MethylMeter® is a sensitive MSRE-free and bisulfite-free DNA methylation detection technology for the quantitative measurement of the methylation level of specific DNA targets, even in challenging clinical samples, including FFPE tissue and bodily fluids.
Detailed procedures for the use of MethlyMeter are availabe here, in the June 2016 Journal of Epigenomics.
MethylMeter uses Ribomed’s proprietary paramagnetic bead bound Me-CpG-binding domain (MBD) protein, MethylMagnet, to separate methylated DNA from unmethylated DNA. [Step 1]. MethylMagnet takes advantage of the high specificity of the MBD2 methyl-CpG binding domain and its bias for clustered CpGs, which favors the analysis of CpG islands. MethylMeter’s detection sensitivity is achieved with a novel signal generation process called Abscription® (Abortive Transcription). Abscription involves the reiterative synthesis of short ‘abortive’ RNA transcripts by a proprietary RNA polymerase (Abscriptase®) that remains bound at an Abortive Promoter Cassette (APC) generating multiple copies of a specific, short Abortive transcript (Abscript).
After separation with MethylMagnet Kits, APCs are attached to the DNA in the methylated and unmethylated fractions in a process call CAPS (Coupled Abscription PCR Signaling), [Step 2]. The APCs are attached to the amplicons generated from the DNA targets in the methylated and unmethylated fractions, and the amount of each abscript produced is a measure of the amount of the original DNA target in each fraction and can be used to determine the percentage methylation for that target.
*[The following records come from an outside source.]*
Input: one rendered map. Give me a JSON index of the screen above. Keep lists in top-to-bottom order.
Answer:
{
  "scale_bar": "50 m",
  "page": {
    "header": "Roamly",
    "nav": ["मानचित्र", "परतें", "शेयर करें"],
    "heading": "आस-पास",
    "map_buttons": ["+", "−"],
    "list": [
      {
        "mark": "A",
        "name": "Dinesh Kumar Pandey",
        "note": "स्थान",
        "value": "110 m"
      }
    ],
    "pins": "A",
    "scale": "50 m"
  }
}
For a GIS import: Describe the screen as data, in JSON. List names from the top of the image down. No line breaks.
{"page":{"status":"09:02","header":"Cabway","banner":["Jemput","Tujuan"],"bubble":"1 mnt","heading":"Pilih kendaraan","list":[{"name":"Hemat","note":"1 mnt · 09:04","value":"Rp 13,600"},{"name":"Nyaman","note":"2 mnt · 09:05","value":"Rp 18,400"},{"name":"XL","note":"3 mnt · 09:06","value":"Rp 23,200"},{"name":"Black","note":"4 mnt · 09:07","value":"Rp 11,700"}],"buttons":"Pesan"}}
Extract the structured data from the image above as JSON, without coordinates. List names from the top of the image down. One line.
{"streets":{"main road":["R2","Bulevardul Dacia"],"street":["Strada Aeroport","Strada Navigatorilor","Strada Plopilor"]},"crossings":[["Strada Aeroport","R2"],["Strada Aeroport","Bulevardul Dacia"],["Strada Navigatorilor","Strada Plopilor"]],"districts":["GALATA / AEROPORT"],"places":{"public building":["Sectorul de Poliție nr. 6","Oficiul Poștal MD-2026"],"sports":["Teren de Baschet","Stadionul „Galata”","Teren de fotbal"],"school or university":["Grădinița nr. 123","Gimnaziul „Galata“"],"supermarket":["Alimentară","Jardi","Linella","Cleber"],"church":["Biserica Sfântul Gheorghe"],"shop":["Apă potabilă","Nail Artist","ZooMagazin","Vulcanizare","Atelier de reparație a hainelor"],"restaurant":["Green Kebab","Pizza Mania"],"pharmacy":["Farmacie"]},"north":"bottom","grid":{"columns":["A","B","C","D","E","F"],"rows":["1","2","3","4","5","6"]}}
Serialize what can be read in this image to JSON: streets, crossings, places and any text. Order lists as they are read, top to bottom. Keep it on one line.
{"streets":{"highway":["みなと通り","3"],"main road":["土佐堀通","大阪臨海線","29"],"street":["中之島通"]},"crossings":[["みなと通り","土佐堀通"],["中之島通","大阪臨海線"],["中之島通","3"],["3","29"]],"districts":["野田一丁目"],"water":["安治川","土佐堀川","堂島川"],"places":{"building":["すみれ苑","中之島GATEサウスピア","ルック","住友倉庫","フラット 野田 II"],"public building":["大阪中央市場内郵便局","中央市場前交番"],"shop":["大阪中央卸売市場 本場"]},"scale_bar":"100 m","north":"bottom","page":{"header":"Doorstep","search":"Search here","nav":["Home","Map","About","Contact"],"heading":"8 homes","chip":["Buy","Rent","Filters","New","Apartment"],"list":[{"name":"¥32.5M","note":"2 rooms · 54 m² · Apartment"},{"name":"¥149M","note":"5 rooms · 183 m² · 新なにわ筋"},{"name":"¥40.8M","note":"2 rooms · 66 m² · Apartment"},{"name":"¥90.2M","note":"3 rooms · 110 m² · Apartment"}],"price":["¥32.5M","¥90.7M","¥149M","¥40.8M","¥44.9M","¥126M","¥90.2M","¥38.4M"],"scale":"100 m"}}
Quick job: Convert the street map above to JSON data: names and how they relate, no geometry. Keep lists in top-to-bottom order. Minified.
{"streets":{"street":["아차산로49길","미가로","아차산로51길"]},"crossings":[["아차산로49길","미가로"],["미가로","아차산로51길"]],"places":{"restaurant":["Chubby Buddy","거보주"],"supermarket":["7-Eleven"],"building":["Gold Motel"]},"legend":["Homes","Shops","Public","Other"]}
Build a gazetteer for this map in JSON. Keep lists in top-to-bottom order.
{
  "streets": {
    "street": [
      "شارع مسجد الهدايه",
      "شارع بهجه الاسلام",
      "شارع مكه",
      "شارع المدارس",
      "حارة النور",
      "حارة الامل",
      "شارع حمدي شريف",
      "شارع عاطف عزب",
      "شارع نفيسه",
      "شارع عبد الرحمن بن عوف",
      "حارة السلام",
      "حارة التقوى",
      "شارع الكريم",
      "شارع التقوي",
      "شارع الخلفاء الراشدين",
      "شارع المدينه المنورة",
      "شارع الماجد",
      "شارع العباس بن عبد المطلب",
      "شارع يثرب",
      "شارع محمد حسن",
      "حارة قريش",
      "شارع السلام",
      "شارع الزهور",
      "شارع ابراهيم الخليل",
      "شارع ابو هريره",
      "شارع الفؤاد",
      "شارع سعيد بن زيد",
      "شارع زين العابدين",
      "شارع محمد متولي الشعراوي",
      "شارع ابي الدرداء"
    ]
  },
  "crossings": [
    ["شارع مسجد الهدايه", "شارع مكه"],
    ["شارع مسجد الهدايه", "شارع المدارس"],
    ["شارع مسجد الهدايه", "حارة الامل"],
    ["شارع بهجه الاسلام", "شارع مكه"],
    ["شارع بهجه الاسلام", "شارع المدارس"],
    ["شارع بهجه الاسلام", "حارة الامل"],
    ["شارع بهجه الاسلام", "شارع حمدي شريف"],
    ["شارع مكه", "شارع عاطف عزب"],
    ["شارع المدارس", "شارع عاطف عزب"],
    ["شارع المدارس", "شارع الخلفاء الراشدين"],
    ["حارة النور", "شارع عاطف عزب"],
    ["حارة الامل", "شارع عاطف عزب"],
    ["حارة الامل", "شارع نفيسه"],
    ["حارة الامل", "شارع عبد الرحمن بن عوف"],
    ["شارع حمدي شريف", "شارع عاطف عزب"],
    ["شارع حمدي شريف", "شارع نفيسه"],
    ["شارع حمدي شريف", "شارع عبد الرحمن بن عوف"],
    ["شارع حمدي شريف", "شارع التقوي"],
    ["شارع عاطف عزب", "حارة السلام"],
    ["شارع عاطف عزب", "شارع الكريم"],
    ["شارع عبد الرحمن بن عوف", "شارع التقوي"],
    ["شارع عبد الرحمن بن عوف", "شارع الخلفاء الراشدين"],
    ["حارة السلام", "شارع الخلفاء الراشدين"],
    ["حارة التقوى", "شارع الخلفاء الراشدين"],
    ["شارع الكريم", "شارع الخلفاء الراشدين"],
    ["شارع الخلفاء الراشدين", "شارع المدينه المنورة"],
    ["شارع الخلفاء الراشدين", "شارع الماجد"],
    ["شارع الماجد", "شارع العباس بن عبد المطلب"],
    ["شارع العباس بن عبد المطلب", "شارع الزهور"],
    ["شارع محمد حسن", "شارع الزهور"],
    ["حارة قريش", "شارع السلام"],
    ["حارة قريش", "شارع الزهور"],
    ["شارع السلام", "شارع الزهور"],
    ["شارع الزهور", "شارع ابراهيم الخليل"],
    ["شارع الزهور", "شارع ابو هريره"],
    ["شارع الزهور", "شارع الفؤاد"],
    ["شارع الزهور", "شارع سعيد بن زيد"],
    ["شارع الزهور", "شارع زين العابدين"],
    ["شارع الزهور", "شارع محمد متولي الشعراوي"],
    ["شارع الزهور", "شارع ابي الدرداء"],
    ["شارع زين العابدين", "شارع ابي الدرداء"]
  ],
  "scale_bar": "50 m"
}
In the fluorescent MethylMeter assays (Format II), each Abscript binds to a quenched molecular beacon and is then extended with CAPS polymerase in a beacon-dependent reaction to convert the single-stranded hairpin form of the beacon to the double stranded form. This separates the fluorophore from the quencher on the beacon and generates a fluorescent signal. The signal amplification provided by Abscription allows detection of as little as 6 copies of DNA in 36 cycles without preamplification or nested PCR, reducing the nonspecific amplification associated with higher cycle numbers.